Secondly, one of the things that keeps you from despair is knowing history – that people have faced worse times than what we’re facing now: slavery, women didn’t have the right to vote, entrenchments of poverty that were far worse, but we didn’t even have certain fundamental labor protections. So your hope has to grow out of looking at what they faced and what they overcame and then saying if they could overcome that, then it is simply our time to stand up in this moment and challenge the regressive realities of our day.
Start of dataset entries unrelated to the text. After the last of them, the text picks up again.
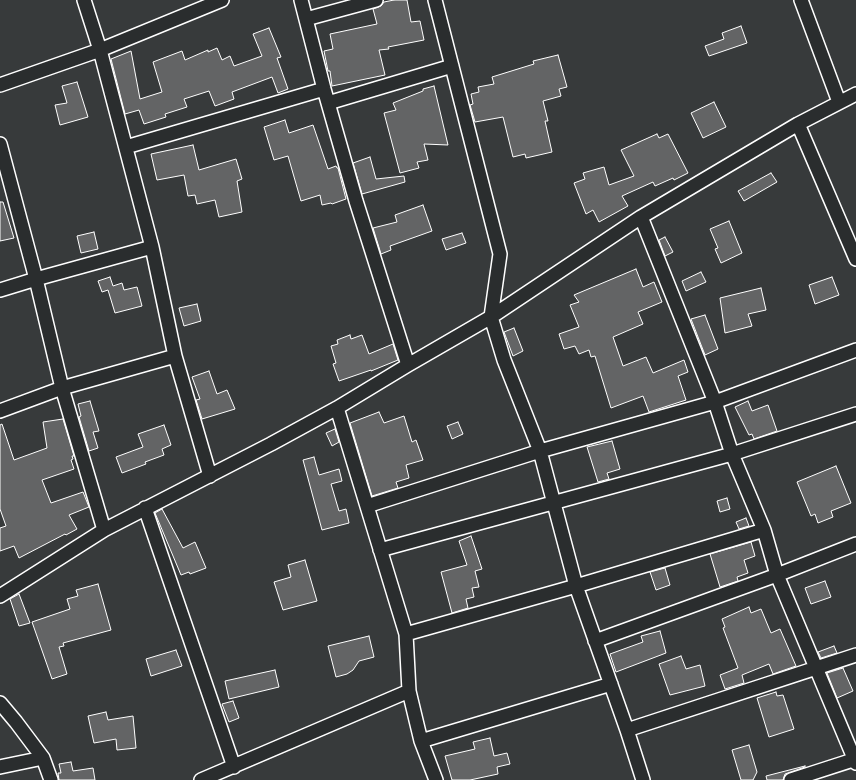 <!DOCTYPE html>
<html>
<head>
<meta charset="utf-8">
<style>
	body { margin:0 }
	canvas { display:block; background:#373a3b }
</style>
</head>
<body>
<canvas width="856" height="780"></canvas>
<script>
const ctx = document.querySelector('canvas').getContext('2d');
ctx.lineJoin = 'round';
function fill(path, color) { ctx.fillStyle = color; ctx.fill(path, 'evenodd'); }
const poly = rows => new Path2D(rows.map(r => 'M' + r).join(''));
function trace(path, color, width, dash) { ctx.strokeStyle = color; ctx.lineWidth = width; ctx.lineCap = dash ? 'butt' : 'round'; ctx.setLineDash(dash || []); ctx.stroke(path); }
const building = poly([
	[394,0,407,0,411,22,420,21,424,40,388,47,389,49,379,50,385,75,332,86,330,71,328,71,324,51,333,49,330,34,377,24,373,9,381,6,384,2,394,0],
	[741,26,747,43,709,56,705,46,724,39,722,33,741,26],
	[269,28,281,57,277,58,288,89,278,93,272,77,232,92,234,99,215,106,209,91,184,99,187,107,165,114,166,117,144,124,139,110,125,114,111,59,131,51,140,99,162,92,153,62,182,51,185,60,208,50,208,52,217,48,222,60,230,56,234,66,262,56,253,34,269,28],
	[558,55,567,87,559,89,561,96,543,101,548,121,545,121,552,152,526,158,525,154,513,157,503,117,475,122,470,105,473,104,471,94,479,92,478,87,494,84,492,77,534,64,533,61,558,55],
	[77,82,88,117,60,125,55,105,67,103,62,86,77,82],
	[434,86,448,145,424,144,428,160,417,162,419,168,400,173,384,113,396,110,393,103,423,91,423,89,434,86],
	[714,102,726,127,703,138,691,113,714,102],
	[285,120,289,133,313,125,328,169,336,166,337,168,338,168,346,199,332,204,331,203,322,205,320,195,301,201,288,156,274,160,264,127,285,120],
	[657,134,659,138,668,134,688,173,674,180,673,178,655,186,653,182,622,196,628,206,599,222,593,210,586,214,574,183,585,179,583,173,604,167,609,185,634,176,621,150,657,134],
	[193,145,199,170,236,159,242,179,237,181,242,212,219,217,215,200,197,204,195,195,188,196,184,175,157,180,151,154,193,145],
	[370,157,376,179,404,176,405,182,362,194,353,163,370,157],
	[771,173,777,182,744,201,738,191,771,173],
	[0,202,3,202,14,238,0,241,0,202],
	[423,205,432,231,390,246,391,250,381,254,373,228,397,222,395,215,423,205],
	[729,221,742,253,721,263,715,249,718,248,710,229,729,221],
	[94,232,98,249,81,253,77,236,94,232],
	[462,233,466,243,446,250,442,239,462,233],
	[665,237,673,252,665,256,659,240,665,237],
	[636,269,643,287,654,282,662,302,638,312,643,324,613,337,623,366,646,357,653,373,684,360,688,372,678,376,686,400,649,412,643,396,611,408,595,356,591,357,589,350,579,354,575,346,564,349,559,334,579,327,570,305,579,302,574,295,636,269],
	[701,272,706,282,686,291,682,281,701,272],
	[110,277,113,286,122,283,124,290,137,287,142,306,115,313,108,290,102,292,98,281,110,277],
	[832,277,839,295,815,304,809,285,832,277],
	[761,288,766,310,748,314,752,326,725,333,720,298,761,288],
	[197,304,201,321,184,326,179,308,197,304],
	[705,315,718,349,705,355,691,319,705,315],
	[514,328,523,351,513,356,504,332,514,328],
	[350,335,351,339,362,335,369,354,393,344,398,360,371,371,371,370,339,381,333,364,336,363,331,346,338,344,337,340,350,335],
	[209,371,217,394,227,390,235,409,202,419,196,400,200,399,192,377,209,371],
	[90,401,99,431,93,432,98,448,89,451,79,417,81,416,78,404,90,401],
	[748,401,752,411,768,405,777,431,754,439,752,434,749,435,735,407,748,401],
	[379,412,384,423,404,416,412,442,416,440,423,460,406,465,409,478,396,482,398,488,372,496,350,423,379,412],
	[63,419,74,456,72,456,73,459,71,460,74,469,42,480,51,503,83,492,89,507,69,515,77,529,66,535,65,534,19,558,14,546,0,551,0,528,6,526,0,509,0,425,2,424,14,460,47,448,43,422,63,419],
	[458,422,463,434,452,439,447,426,458,422],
	[164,425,171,445,162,449,164,455,145,462,146,464,122,473,116,457,143,447,138,434,164,425],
	[335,429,339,442,332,446,326,433,335,429],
	[612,441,620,469,607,473,609,479,598,482,587,447,612,441],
	[314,457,319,475,339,469,342,481,331,484,339,511,346,509,349,523,322,530,303,460,314,457],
	[836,466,851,503,831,511,833,517,818,523,815,514,811,516,797,482,836,466],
	[727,498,730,509,720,512,717,501,727,498],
	[162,509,183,548,195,542,206,568,190,574,189,572,181,575,155,513,162,509],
	[746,518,749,526,739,529,736,522,746,518],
	[471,536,482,569,475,571,479,587,472,588,474,597,466,599,468,608,452,613,441,572,467,565,459,541,471,536],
	[751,542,755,556,744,560,748,573,737,577,738,581,720,587,710,554,751,542],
	[305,560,317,601,283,610,274,582,291,577,288,565,305,560],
	[665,568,670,585,656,590,650,572,665,568],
	[825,581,831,597,811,604,805,588,825,581],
	[98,584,111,630,63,643,64,646,59,647,67,674,52,679,32,622,70,609,67,599,78,596,76,590,98,584],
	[19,594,30,623,19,626,10,599,19,594],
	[749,607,751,613,761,609,771,633,780,629,796,666,773,674,769,664,742,675,744,683,725,689,720,675,738,668,723,628,725,627,722,619,749,607],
	[660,631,666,653,616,672,610,654,643,642,641,636,660,631],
	[369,636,374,657,359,661,353,670,347,674,336,677,328,646,369,636],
	[834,646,837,653,821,658,818,652,834,646],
	[176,650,182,666,151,676,146,659,176,650],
	[681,656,686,669,700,665,705,686,670,695,659,664,681,656],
	[843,668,853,691,837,698,827,673,843,668],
	[275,670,279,687,229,699,225,681,275,670],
	[776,692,777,696,783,695,794,729,769,737,757,698,776,692],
	[233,701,239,718,229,722,222,704,233,701],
	[106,712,108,720,133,716,136,748,117,750,116,739,94,743,88,716,106,712],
	[490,738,494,756,507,753,510,764,497,767,498,774,470,780,452,780,445,756,475,749,473,742,490,738],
	[749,745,757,772,753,780,741,780,732,750,749,745],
	[71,762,73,771,93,768,95,780,59,780,58,773,61,773,59,764,71,762],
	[805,766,805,767,785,774,783,780,767,780,766,776,805,766]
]);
fill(building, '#636465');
trace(building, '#fff', 1);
const street = poly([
	[84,0,100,50,152,247,175,356,210,476],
	[301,0,324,89,356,201,408,365],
	[435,0,500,254,491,317,504,360,540,451,576,586,627,730,643,780],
	[801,0,839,102],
	[306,19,376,0],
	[0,85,100,50,222,0],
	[328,103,452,66],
	[798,124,856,259],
	[0,144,36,279,62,388,104,530],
	[126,147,324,89],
	[641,217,715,402,732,454,764,530,777,575,856,763],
	[0,290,36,279,152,247],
	[337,408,406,634,409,691,421,741,436,780],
	[0,411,62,388,175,356],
	[367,506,540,451,715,402,856,350],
	[145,508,234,767],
	[380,550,732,454,856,414],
	[0,596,104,530,271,444,337,408,408,365,491,317,641,217,798,124,856,94],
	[406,634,576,586,764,530],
	[595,641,777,575,856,544],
	[0,703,16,722,43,758,51,780],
	[627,730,856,655],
	[421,741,611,684],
	[0,767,43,758],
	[201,780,409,691],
	[791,780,856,759]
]);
trace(street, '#fff', 16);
trace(street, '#2a2d2e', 13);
</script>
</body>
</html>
And then the third and probably the most important thing that keeps you hope-filled is when you build a movement, like the Poor People’s Campaign: A National Call for Moral Revival, that movement is not built upon people who simply speak on the behalf of poor and impacted people. It is built on the strength and the foundations of impacted people. And when you see people like I’ve seen in the deep South – a mother whose child died because that state didn’t expand Medicaid, and instead of crawling in the corner and hiding, she’s now organized, and the brain keeps together to fight for health care – if she’s fighting, after all of her loss, then it inspires the rest of us.
When I meet a young man who is basically working poverty wages and he said, “We have nothing, nothing else. Our backs are against the wall, and we have nothing else to do but to push. We cannot be silent anymore.” When people like that are standing up, it is hard for us to wallow in despair, to sit down. And we have thousands of those stories of people who are coming together, who are saying we cannot be silent anymore and we won’t be silent anymore. And that’s the power of this movement.
I guess, you know, I would say there’s a fourth component to that, and, of course, that is my own faith tradition. There are many faith traditions. But I am taught that you don’t go around despair; you go through despair. As Dr. King said, you hew out of the mountain of despair a stone of hope. And you don’t go around Calvary and crucifixion. You go through it. And so one of the things that keeps us hopeful is to know that when you are standing up against injustice, when you are criticized for caring for standing with the poor, then you’re actually standing on sacred and holy ground. And on that sacred and holy ground, my faith tradition is that we have resources of the spirit that can steady us and shore us up even in the most desperate situations.